■ PROBLEM
Retype the whole listing exactly. Leave out pictures.

↓↓↓

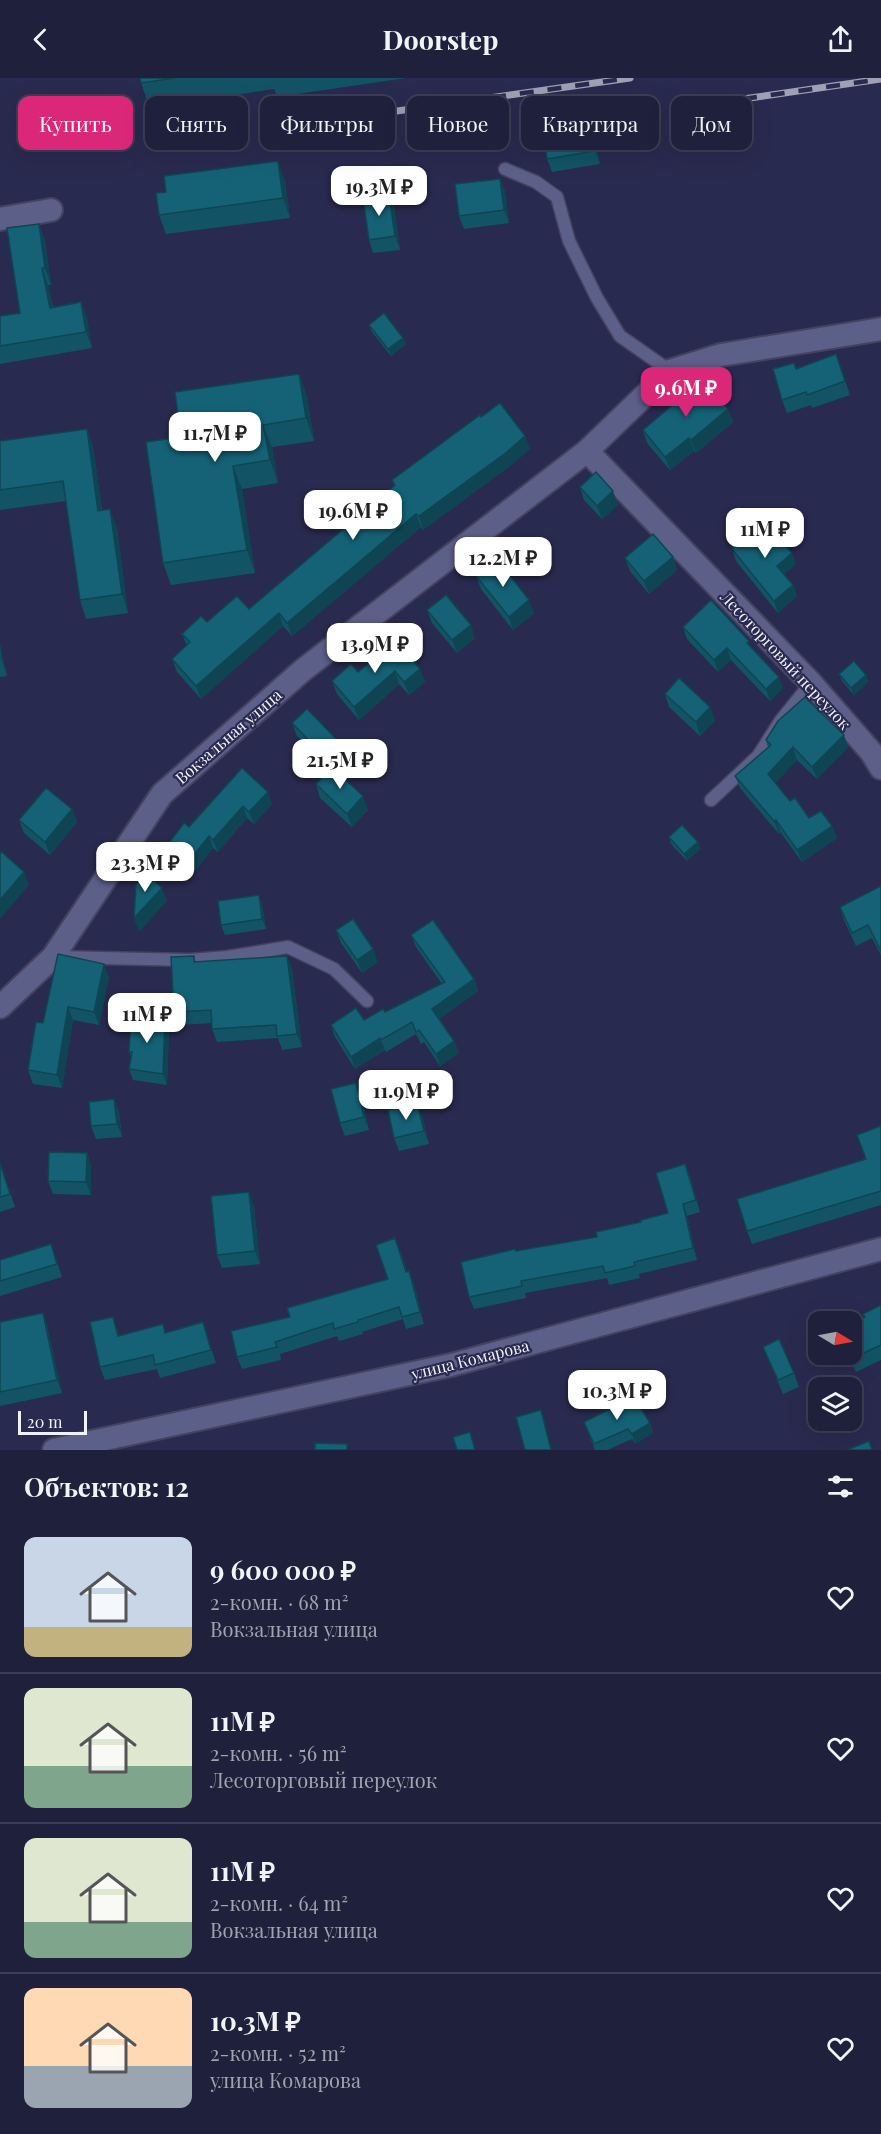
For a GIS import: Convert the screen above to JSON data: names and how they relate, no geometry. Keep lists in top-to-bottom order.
{
  "streets": {
    "street": ["Лесоторговый переулок", "Вокзальная улица", "улица Комарова"]
  },
  "crossings": [
    ["Лесоторговый переулок", "Вокзальная улица"]
  ],
  "scale_bar": "20 m",
  "north": "right",
  "page": {
    "header": "Doorstep",
    "chip": [
      "Купить",
      "Снять",
      "Фильтры",
      "Новое",
      "Квартира",
      "Дом"
    ],
    "price": [
      "19.3M ₽",
      "9.6M ₽",
      "11.7M ₽",
      "19.6M ₽",
      "11M ₽",
      "12.2M ₽",
      "13.9M ₽",
      "21.5M ₽",
      "23.3M ₽",
      "11M ₽",
      "11.9M ₽",
      "10.3M ₽"
    ],
    "scale": "20 m",
    "heading": "Объектов: 12",
    "list": [
      {
        "name": "9 600 000 ₽",
        "note": "2-комн. · 68 m² · Вокзальная улица"
      },
      {
        "name": "11M ₽",
        "note": "2-комн. · 56 m² · Лесоторговый переулок"
      },
      {
        "name": "11M ₽",
        "note": "2-комн. · 64 m² · Вокзальная улица"
      },
      {
        "name": "10.3M ₽",
        "note": "2-комн. · 52 m² · улица Комарова"
      }
    ]
  }
}
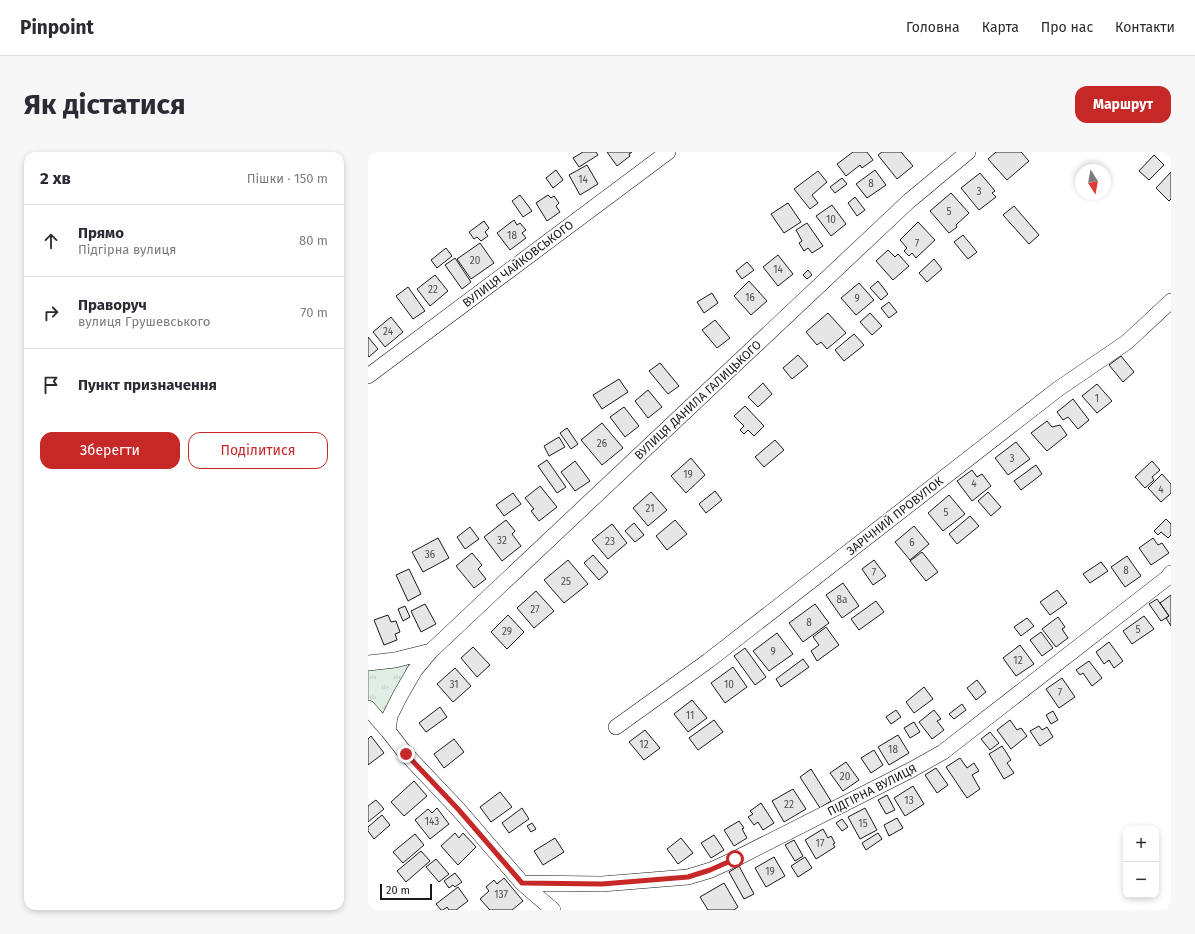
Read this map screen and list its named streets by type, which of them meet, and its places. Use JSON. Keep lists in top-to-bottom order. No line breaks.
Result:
{"streets":{"street":["ВУЛИЦЯ ЧАЙКОВСЬКОГО","ВУЛИЦЯ ДАНИЛА ГАЛИЦЬКОГО","ЗАРІЧНИЙ ПРОВУЛОК","ПІДГІРНА ВУЛИЦЯ"]},"house_numbers":["14","8","3","5","10","18","7","20","14","22","16","9","24","1","26","3","19","4","4","21","5","32","23","6","36","8","7","25","8а","27","8","5","29","9","12","31","10","7","11","12","18","20","13","22","143","15","17","19","137"],"scale_bar":"20 m","north":"bottom","page":{"header":"Pinpoint","nav":["Головна","Карта","Про нас","Контакти"],"buttons":["Маршрут",["Зберегти","Поділитися"]],"title":"Як дістатися","heading":["2 хв","Пішки · 150 m"],"list":[["Прямо","Підгірна вулиця","80 m"],["Праворуч","вулиця Грушевського","70 m"],"Пункт призначення"],"map_buttons":["+","−"],"scale":"20 m"}}
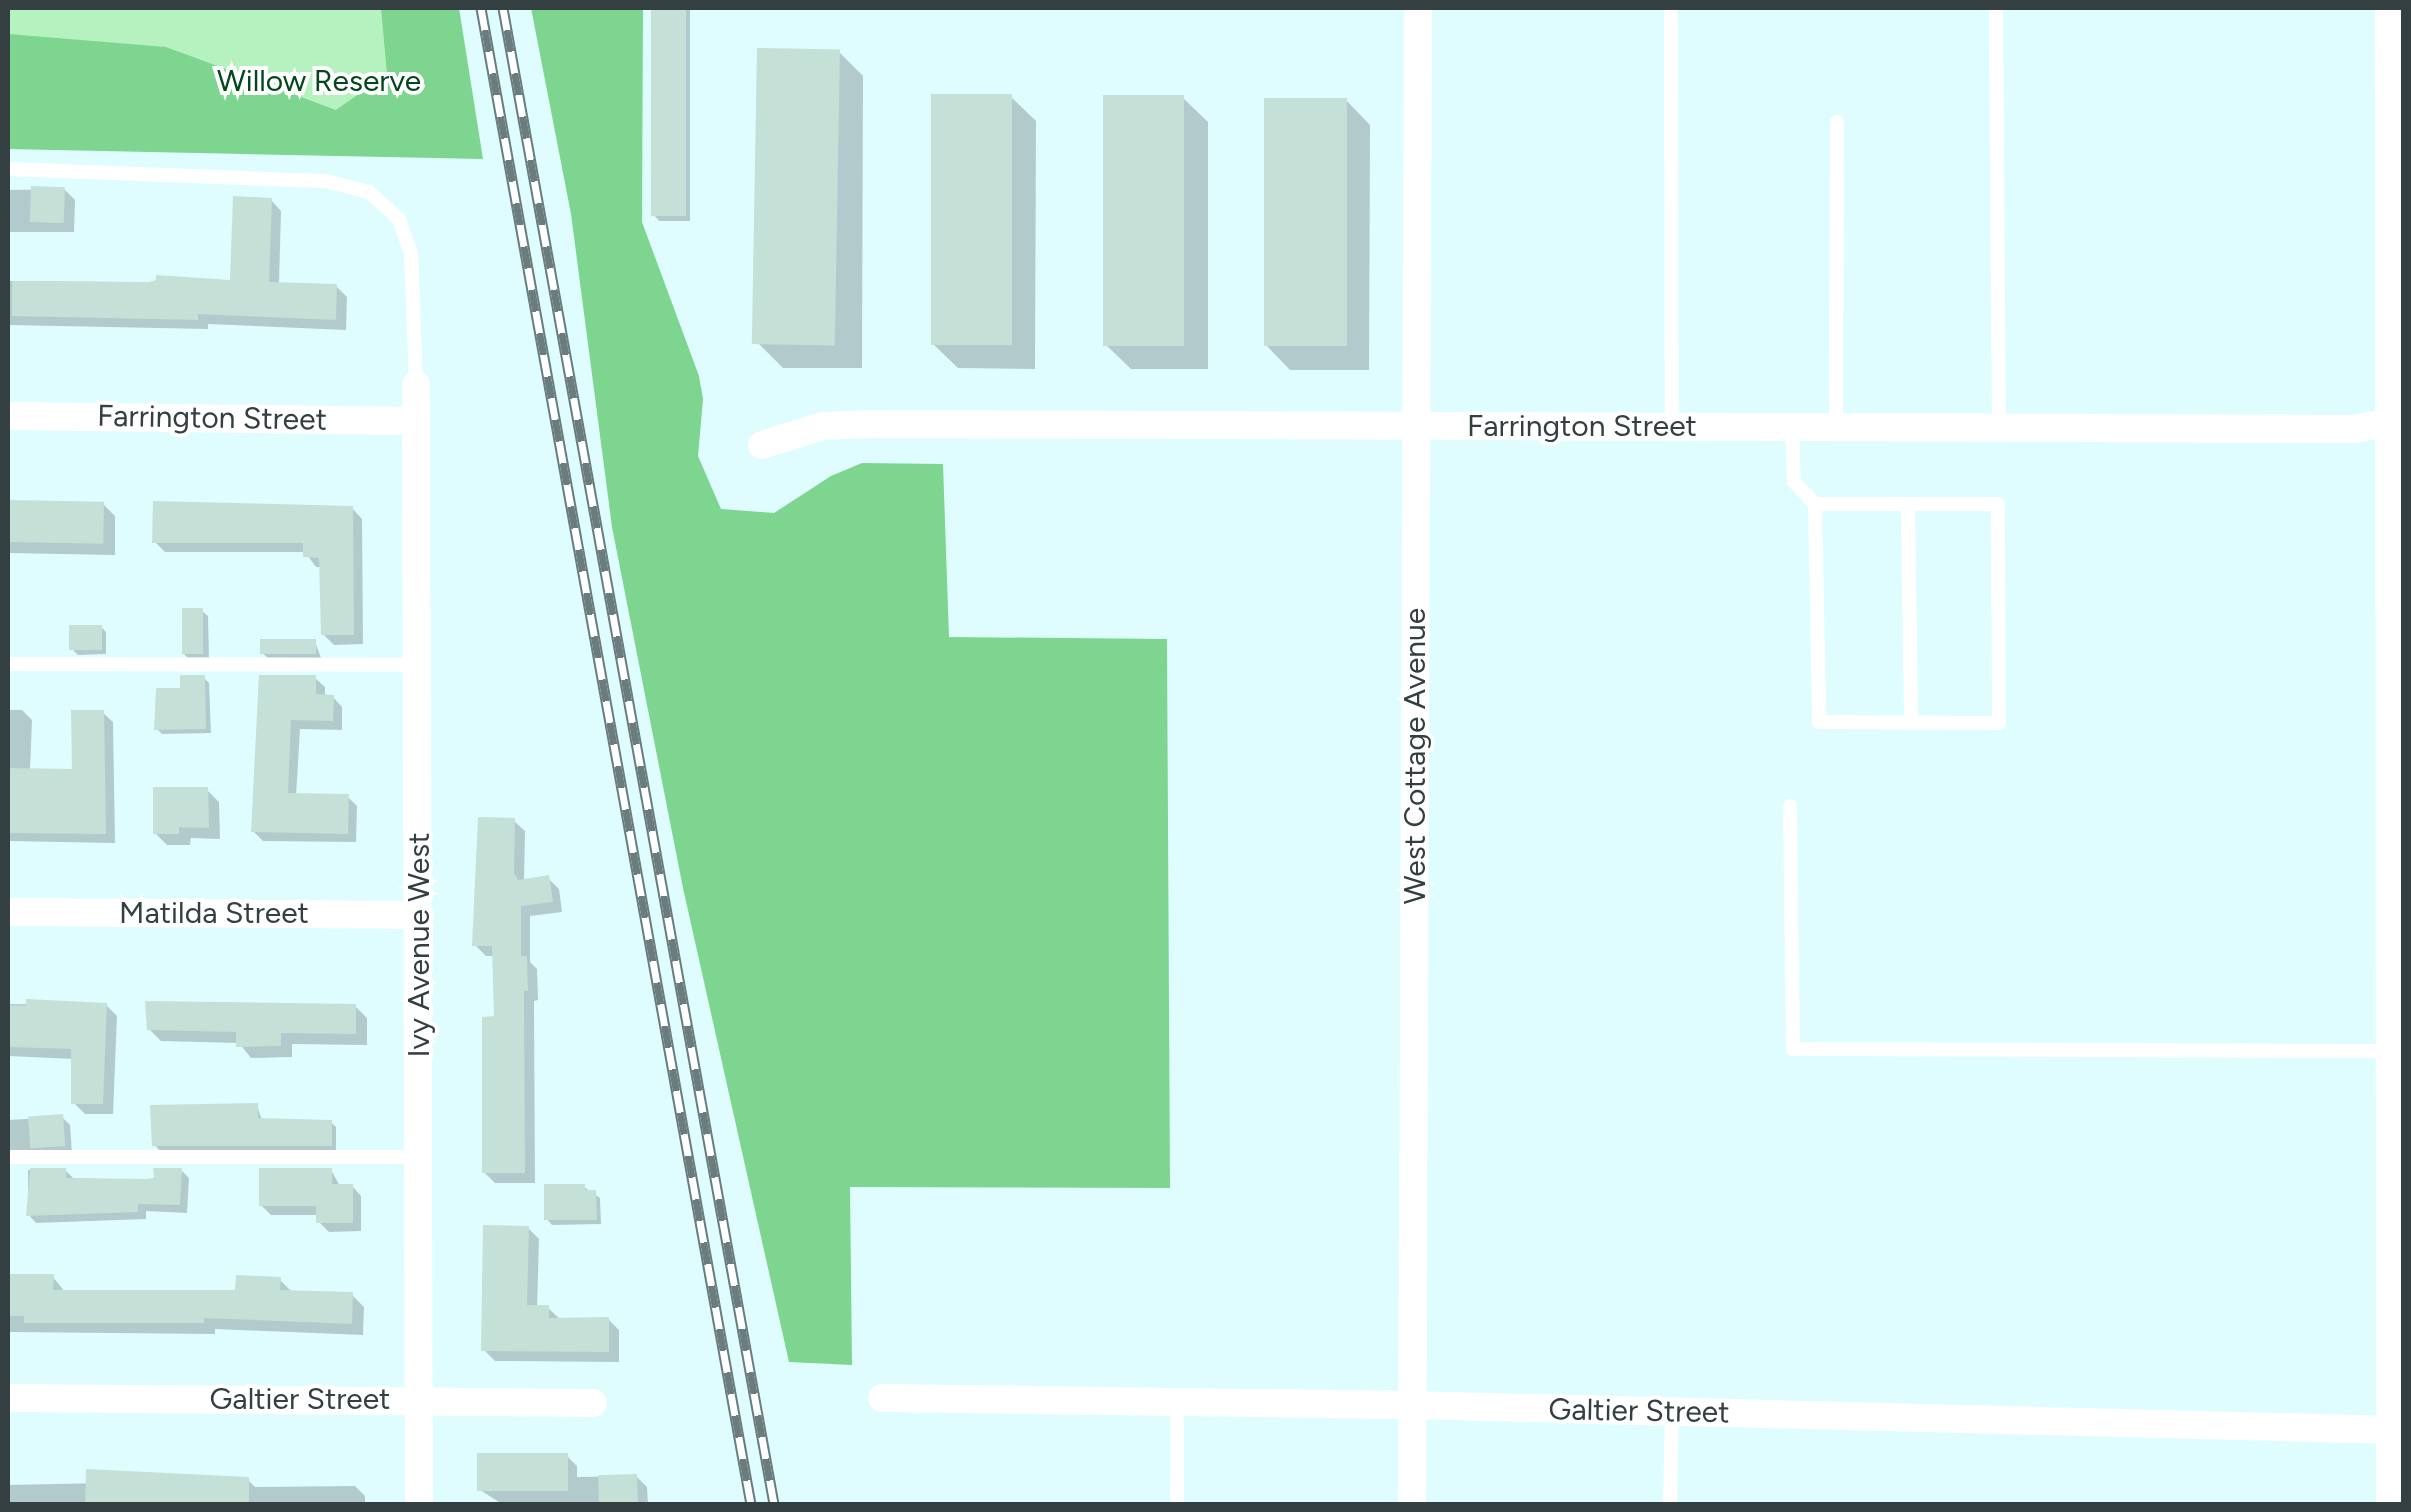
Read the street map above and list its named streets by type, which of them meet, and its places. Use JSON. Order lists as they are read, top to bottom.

↑↑↑

■ RESPONSE FOR THIS EXERCISE
For a GIS import: Convert the screen above to JSON data: names and how they relate, no geometry. Keep lists in top-to-bottom order.
{
  "streets": {
    "street": ["Лесоторговый переулок", "Вокзальная улица", "улица Комарова"]
  },
  "crossings": [
    ["Лесоторговый переулок", "Вокзальная улица"]
  ],
  "scale_bar": "20 m",
  "north": "right",
  "page": {
    "header": "Doorstep",
    "chip": [
      "Купить",
      "Снять",
      "Фильтры",
      "Новое",
      "Квартира",
      "Дом"
    ],
    "price": [
      "19.3M ₽",
      "9.6M ₽",
      "11.7M ₽",
      "19.6M ₽",
      "11M ₽",
      "12.2M ₽",
      "13.9M ₽",
      "21.5M ₽",
      "23.3M ₽",
      "11M ₽",
      "11.9M ₽",
      "10.3M ₽"
    ],
    "scale": "20 m",
    "heading": "Объектов: 12",
    "list": [
      {
        "name": "9 600 000 ₽",
        "note": "2-комн. · 68 m² · Вокзальная улица"
      },
      {
        "name": "11M ₽",
        "note": "2-комн. · 56 m² · Лесоторговый переулок"
      },
      {
        "name": "11M ₽",
        "note": "2-комн. · 64 m² · Вокзальная улица"
      },
      {
        "name": "10.3M ₽",
        "note": "2-комн. · 52 m² · улица Комарова"
      }
    ]
  }
}
Read this map screen and list its named streets by type, which of them meet, and its places. Use JSON. Keep lists in top-to-bottom order. No line breaks.
Result:
{"streets":{"street":["ВУЛИЦЯ ЧАЙКОВСЬКОГО","ВУЛИЦЯ ДАНИЛА ГАЛИЦЬКОГО","ЗАРІЧНИЙ ПРОВУЛОК","ПІДГІРНА ВУЛИЦЯ"]},"house_numbers":["14","8","3","5","10","18","7","20","14","22","16","9","24","1","26","3","19","4","4","21","5","32","23","6","36","8","7","25","8а","27","8","5","29","9","12","31","10","7","11","12","18","20","13","22","143","15","17","19","137"],"scale_bar":"20 m","north":"bottom","page":{"header":"Pinpoint","nav":["Головна","Карта","Про нас","Контакти"],"buttons":["Маршрут",["Зберегти","Поділитися"]],"title":"Як дістатися","heading":["2 хв","Пішки · 150 m"],"list":[["Прямо","Підгірна вулиця","80 m"],["Праворуч","вулиця Грушевського","70 m"],"Пункт призначення"],"map_buttons":["+","−"],"scale":"20 m"}}
Read the street map above and list its named streets by type, which of them meet, and its places. Use JSON. Order lists as they are read, top to bottom.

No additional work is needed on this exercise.